Thanks for taking the time to provide this report. In this case however the behaviour you describe is intentional and applies to all FreeRTOS port. In the early days of FreeRTOS one of the most common issues users had was installing an interrupt prior to starting the scheduler, and then for that interrupt to execute and try to use the kernel before the kernel had started. Hence, for many years now, any time you start using the kernel's API interrupts are deliberately kept masked to ensure the code can execute all the way to starting the scheduler without the above happening. As you say, interrupts are re-enabled when the scheduler starts.

We always recommend discussing topics in the support forum and then opening a bug report if the result of the discussion is that a bug exists.

stefano-zanotti commented 3 years ago

Thanks for your explanation. However, I still don't understand it. Isn't it still a problem if an interrupt tries to call FreeRTOS before it has started? The behavior of uxCriticalNesting initialized to 0xaaaaaaaa, is such that the interrupt would call FreeRTOS, interrupts would get disabled, the call would be executed, and then interrupts would be left disabled. The call itself is not prevented.

The solution would be not enabling the interrupts beforehand, or having the interrupts themselves check if the scheduler is running (all of which is the application's duty, not the rtos'). How is servicing one call and then disabling interrupts helping with the problem?
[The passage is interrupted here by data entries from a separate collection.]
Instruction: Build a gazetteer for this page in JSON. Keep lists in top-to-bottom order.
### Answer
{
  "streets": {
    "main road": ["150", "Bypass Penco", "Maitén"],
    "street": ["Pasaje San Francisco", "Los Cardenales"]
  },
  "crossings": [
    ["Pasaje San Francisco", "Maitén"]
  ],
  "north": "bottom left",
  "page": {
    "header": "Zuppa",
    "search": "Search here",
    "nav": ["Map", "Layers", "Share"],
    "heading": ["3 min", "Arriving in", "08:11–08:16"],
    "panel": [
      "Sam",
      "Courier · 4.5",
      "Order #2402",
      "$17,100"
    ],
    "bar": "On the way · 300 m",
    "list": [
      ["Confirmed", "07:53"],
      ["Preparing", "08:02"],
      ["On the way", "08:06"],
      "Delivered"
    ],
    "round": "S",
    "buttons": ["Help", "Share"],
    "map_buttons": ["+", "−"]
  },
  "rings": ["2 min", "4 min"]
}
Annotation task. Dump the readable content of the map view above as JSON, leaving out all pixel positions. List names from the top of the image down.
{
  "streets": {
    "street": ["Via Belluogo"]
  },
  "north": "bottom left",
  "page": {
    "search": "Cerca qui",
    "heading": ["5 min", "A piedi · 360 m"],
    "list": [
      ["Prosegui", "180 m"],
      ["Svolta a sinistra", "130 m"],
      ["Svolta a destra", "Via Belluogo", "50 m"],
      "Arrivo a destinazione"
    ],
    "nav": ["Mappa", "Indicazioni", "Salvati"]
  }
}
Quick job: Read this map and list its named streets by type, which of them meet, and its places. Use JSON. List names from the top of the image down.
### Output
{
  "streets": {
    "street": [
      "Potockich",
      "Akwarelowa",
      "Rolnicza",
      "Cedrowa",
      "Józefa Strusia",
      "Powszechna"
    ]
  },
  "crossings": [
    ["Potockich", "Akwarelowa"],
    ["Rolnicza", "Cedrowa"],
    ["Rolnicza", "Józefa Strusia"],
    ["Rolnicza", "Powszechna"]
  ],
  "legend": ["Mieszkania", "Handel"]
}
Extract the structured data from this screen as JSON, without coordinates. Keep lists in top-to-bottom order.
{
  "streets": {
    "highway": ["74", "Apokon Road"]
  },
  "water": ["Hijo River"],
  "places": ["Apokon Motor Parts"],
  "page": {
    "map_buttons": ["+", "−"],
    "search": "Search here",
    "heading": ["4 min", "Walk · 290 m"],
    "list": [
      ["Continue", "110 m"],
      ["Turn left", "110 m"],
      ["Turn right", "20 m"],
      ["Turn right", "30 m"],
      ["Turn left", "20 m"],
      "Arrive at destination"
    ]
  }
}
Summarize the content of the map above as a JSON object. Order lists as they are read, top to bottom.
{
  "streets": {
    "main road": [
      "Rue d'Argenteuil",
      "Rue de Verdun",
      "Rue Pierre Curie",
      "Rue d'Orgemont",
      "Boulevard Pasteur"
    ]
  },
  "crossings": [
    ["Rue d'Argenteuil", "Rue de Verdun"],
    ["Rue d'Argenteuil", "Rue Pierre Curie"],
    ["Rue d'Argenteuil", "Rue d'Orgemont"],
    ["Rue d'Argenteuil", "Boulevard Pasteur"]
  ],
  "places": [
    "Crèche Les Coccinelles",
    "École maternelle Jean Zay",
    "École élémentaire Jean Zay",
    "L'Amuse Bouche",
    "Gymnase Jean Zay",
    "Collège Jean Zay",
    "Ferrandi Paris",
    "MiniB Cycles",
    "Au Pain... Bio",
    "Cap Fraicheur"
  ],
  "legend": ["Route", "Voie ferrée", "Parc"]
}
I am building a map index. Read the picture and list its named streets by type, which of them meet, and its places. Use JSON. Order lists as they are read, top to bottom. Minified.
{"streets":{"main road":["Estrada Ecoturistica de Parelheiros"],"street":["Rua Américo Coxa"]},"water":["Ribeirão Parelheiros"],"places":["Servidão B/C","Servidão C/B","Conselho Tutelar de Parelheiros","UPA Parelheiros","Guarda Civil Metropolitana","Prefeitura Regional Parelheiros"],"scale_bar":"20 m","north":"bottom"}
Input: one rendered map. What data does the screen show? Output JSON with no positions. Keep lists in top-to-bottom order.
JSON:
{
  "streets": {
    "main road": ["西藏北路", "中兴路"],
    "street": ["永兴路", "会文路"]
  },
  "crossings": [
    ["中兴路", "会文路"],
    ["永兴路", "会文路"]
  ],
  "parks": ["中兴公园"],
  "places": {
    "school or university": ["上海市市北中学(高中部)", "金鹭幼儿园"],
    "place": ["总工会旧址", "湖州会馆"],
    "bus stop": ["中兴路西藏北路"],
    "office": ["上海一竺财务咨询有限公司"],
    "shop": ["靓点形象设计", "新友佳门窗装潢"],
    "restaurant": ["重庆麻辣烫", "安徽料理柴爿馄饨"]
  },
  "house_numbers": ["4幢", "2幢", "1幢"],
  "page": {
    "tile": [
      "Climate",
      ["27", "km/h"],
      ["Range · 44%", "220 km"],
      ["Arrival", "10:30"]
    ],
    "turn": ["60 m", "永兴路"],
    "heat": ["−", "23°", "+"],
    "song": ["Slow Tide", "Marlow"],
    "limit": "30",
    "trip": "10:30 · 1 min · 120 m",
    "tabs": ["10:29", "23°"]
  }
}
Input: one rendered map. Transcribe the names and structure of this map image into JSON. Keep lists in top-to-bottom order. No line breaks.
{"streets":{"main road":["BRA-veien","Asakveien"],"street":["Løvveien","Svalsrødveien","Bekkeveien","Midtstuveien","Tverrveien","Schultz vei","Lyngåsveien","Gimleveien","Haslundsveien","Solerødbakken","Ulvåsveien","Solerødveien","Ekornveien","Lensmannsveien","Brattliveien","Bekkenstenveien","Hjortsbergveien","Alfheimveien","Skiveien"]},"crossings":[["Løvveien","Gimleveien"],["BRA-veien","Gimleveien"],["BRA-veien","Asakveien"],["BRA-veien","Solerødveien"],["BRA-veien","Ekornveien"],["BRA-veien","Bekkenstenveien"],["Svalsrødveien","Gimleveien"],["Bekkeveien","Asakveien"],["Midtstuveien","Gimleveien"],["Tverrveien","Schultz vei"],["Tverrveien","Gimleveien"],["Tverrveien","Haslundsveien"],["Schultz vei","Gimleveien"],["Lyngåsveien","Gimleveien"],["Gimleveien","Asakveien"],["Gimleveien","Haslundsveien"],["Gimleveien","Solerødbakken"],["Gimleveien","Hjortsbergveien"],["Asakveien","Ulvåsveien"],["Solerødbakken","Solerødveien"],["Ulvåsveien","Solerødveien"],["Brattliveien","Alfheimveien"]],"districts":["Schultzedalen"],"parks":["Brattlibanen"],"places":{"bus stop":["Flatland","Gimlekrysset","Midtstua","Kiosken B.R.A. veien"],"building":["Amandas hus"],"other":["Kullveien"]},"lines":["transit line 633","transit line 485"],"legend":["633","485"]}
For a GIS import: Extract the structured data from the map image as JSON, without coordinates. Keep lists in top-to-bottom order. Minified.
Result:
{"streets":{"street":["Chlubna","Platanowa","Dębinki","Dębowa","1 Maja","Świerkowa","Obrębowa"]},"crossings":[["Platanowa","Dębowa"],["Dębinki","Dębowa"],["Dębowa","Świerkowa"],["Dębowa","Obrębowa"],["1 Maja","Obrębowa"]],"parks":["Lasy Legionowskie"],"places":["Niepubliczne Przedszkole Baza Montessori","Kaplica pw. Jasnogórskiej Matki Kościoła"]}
Sorry for posting here instead of the forum; now I know.

RichardBarry commented 3 years ago

The sequence would be like this:

The C startup code executes, then main() is called. The kernel can't do anything about the interrupt enable state at this point, so it is possible an interrupt could occur.
The code in main does whatever, then starts calling FreeRTOS API functions.
Inside the API function there is a call to taskENTER_CRITICAL(). That masks interrupts up the the max syscall interrupt priority, then increments critical section nesting count. From here on interrupts at priorities that can call FreeRTOS API functions are masked until the scheduler starts.
Still inside the API function there is a call to taskEXIT_CRITICAL(). That decrements the critical section nesting count, but not to zero (as it was initialised to a non-zero value), so interrupts remain masked.
Anything else that executes here does so with interrupts masked unless the application writer deliberately manually unmasks them.
The scheduler starts and unmasks all interrupts before the first task starts executing.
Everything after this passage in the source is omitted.